• [HOW TO COMPLETE THIS TASK]:
Going line by line through the records below, count those with the word "absolute" and give only the count.

• [RECORD SET]:

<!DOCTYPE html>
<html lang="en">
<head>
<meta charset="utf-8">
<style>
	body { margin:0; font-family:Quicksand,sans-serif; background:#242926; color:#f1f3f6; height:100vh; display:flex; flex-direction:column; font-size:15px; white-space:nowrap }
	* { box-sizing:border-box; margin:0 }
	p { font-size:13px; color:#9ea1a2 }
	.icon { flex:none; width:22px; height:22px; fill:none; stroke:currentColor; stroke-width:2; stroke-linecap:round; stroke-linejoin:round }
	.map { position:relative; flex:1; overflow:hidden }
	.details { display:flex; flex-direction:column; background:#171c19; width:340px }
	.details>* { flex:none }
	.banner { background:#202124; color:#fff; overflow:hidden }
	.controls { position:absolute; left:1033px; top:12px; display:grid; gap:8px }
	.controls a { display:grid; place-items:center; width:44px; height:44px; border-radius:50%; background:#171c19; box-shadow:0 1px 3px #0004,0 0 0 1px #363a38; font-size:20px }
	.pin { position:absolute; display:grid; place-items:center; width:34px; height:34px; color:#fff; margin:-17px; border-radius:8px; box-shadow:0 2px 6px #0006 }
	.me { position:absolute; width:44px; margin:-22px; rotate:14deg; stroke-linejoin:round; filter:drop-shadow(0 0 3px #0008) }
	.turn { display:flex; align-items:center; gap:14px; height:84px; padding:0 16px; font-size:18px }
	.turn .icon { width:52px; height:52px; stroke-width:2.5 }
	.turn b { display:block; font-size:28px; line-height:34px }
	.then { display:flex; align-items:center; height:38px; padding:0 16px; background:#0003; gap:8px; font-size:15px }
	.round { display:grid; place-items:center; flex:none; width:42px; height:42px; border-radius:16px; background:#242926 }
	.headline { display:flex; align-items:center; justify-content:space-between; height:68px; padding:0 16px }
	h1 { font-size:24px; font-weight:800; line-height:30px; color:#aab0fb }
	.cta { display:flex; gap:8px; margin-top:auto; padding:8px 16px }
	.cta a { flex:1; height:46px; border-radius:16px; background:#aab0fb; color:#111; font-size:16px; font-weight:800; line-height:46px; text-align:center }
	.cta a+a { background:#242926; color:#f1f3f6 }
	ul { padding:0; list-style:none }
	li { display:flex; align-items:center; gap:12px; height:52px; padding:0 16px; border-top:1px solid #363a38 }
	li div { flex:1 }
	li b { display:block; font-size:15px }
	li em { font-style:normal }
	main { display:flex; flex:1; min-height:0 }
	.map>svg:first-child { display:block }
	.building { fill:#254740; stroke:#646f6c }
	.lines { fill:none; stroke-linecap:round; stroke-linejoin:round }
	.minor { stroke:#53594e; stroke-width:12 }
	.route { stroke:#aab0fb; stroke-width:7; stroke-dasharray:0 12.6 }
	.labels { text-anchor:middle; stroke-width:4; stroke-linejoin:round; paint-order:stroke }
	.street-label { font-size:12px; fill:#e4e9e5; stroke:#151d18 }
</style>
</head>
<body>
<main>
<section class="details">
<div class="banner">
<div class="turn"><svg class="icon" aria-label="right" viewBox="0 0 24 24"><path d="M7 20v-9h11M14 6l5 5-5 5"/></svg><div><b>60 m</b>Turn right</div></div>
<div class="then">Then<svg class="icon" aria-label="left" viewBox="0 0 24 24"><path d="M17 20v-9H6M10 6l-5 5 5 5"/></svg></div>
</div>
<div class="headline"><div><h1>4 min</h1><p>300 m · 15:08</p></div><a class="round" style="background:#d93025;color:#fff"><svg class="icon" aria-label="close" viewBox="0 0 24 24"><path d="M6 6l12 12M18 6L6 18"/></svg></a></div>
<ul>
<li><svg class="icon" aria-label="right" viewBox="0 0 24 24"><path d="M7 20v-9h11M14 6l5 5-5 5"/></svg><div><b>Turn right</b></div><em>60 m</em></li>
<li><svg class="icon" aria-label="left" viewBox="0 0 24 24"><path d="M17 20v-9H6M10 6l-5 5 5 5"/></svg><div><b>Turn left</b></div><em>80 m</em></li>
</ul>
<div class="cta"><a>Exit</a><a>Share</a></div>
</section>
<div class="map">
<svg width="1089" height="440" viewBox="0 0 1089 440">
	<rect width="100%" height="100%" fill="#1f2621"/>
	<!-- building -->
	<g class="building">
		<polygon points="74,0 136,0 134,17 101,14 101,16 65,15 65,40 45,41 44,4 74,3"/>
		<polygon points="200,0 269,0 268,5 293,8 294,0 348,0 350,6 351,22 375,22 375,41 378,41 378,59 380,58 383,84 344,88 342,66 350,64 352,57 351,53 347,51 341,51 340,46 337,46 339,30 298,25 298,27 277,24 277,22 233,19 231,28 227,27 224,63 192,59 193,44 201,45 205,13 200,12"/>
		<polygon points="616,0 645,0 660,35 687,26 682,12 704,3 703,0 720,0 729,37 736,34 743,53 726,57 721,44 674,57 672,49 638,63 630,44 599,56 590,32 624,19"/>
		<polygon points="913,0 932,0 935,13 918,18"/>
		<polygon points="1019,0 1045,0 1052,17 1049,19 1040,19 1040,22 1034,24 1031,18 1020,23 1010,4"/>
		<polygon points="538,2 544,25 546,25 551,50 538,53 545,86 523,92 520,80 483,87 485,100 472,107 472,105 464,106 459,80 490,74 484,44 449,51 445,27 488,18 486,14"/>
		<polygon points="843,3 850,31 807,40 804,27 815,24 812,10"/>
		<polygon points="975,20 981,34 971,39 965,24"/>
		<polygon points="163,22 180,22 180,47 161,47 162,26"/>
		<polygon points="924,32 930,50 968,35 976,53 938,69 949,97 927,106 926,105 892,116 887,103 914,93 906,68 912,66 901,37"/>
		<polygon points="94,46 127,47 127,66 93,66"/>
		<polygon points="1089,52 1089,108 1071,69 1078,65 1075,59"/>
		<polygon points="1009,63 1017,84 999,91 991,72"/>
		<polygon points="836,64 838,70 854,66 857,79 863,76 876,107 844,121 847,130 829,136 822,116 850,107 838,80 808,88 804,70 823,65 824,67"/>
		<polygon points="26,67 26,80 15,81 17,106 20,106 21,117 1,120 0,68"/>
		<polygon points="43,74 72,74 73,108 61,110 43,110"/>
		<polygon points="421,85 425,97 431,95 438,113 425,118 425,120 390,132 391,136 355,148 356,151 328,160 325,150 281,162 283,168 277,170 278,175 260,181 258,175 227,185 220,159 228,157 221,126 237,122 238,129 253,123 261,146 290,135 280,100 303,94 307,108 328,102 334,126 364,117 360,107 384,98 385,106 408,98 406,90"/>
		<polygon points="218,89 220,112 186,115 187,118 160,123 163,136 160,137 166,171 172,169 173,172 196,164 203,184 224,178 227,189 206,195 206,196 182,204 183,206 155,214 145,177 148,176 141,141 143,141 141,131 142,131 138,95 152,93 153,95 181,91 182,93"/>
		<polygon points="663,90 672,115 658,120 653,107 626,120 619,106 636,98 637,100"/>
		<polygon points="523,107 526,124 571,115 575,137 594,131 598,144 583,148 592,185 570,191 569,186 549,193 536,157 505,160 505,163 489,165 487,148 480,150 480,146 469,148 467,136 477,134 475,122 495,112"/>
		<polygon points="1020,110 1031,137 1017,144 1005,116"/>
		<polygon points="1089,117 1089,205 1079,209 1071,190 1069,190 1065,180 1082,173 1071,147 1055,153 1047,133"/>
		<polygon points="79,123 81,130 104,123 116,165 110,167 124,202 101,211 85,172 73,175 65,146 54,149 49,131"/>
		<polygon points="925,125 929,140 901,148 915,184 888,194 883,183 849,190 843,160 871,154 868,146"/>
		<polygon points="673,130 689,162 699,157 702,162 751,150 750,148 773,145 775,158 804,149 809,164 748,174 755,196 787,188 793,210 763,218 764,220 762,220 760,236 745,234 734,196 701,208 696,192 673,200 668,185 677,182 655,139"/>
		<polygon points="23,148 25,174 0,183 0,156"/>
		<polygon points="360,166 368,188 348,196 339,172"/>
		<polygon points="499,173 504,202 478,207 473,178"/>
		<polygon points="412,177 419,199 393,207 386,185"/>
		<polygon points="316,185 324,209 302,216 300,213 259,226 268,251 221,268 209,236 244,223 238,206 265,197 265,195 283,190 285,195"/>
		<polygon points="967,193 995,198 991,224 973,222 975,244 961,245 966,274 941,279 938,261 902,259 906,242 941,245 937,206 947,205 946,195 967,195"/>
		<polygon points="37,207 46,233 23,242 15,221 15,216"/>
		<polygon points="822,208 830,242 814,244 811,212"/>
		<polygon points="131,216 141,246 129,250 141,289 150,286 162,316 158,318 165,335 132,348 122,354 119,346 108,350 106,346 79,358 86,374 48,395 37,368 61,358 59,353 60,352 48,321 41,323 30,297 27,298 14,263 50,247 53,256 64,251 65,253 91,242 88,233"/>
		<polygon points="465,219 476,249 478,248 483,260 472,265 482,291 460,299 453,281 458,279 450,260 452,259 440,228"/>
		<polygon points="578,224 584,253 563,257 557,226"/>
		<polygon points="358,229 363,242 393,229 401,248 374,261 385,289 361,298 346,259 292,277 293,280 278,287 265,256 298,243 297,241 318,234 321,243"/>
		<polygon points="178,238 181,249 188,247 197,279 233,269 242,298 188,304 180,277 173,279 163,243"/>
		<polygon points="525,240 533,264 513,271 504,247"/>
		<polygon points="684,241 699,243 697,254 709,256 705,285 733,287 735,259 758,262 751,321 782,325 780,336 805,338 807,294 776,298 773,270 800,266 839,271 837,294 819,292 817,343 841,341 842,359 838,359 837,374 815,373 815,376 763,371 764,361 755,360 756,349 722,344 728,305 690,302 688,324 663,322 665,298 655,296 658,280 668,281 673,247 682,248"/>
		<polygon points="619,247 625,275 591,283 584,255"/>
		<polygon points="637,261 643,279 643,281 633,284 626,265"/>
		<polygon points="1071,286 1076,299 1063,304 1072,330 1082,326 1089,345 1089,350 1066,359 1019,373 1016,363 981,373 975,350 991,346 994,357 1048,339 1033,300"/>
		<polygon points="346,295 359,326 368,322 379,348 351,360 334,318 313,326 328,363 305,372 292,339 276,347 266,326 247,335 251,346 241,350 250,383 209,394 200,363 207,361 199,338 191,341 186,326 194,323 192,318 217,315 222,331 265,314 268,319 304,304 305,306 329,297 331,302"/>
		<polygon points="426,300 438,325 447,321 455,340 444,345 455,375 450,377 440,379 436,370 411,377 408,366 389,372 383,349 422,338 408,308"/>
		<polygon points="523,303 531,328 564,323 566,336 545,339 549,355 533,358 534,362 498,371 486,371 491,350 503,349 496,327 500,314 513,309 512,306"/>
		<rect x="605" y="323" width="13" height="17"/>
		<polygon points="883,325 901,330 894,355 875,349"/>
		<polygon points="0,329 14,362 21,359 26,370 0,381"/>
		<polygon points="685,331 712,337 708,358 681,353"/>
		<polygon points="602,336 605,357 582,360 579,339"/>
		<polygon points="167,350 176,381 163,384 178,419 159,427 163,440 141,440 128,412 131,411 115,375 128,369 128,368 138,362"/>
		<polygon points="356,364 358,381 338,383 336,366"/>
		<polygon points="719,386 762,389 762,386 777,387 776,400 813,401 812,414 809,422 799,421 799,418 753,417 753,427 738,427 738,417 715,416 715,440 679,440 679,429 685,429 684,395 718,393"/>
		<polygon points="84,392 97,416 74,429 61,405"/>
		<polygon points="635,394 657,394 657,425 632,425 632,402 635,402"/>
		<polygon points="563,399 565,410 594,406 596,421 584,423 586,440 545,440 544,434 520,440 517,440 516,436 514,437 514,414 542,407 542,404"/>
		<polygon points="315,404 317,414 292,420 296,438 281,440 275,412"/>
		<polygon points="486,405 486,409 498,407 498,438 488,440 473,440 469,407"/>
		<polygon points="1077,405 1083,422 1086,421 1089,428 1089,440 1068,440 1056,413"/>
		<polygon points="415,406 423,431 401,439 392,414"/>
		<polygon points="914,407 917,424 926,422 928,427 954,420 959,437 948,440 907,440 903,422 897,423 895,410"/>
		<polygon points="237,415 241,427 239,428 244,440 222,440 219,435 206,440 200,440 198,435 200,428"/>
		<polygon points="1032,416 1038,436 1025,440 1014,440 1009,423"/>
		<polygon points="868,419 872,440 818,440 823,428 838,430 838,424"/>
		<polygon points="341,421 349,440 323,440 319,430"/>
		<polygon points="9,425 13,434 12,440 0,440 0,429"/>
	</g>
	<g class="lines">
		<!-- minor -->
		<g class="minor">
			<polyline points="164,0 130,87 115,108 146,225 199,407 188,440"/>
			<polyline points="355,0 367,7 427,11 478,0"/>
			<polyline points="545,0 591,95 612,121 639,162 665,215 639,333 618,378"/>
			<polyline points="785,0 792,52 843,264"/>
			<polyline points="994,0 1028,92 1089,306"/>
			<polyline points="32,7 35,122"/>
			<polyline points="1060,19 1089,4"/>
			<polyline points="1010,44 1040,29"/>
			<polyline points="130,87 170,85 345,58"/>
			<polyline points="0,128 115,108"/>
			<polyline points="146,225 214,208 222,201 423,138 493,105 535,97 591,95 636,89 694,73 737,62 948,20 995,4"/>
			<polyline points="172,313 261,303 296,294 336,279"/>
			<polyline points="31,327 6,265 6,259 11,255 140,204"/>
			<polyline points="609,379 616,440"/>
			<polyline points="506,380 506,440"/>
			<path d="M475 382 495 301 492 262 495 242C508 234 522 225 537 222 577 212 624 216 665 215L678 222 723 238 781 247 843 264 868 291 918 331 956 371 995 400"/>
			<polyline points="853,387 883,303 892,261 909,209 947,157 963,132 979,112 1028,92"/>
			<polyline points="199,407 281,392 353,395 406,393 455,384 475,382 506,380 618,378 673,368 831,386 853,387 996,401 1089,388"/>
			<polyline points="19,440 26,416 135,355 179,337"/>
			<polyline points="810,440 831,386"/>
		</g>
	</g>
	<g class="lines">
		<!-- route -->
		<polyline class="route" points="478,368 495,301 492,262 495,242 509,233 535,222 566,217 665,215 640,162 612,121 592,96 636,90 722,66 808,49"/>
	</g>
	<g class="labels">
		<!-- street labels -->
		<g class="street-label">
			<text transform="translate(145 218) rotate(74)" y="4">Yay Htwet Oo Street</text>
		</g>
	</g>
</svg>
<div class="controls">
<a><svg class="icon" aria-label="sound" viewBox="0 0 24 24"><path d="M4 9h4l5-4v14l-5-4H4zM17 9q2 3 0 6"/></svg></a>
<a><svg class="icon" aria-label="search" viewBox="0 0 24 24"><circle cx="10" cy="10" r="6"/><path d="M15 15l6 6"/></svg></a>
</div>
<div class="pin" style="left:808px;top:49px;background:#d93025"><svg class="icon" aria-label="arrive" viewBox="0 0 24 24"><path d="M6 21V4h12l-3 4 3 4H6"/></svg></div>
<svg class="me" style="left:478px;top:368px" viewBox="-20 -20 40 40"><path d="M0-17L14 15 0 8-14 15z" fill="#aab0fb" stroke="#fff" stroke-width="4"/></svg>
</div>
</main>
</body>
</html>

• [OUTPUT FOR THIS EXERCISE]:
3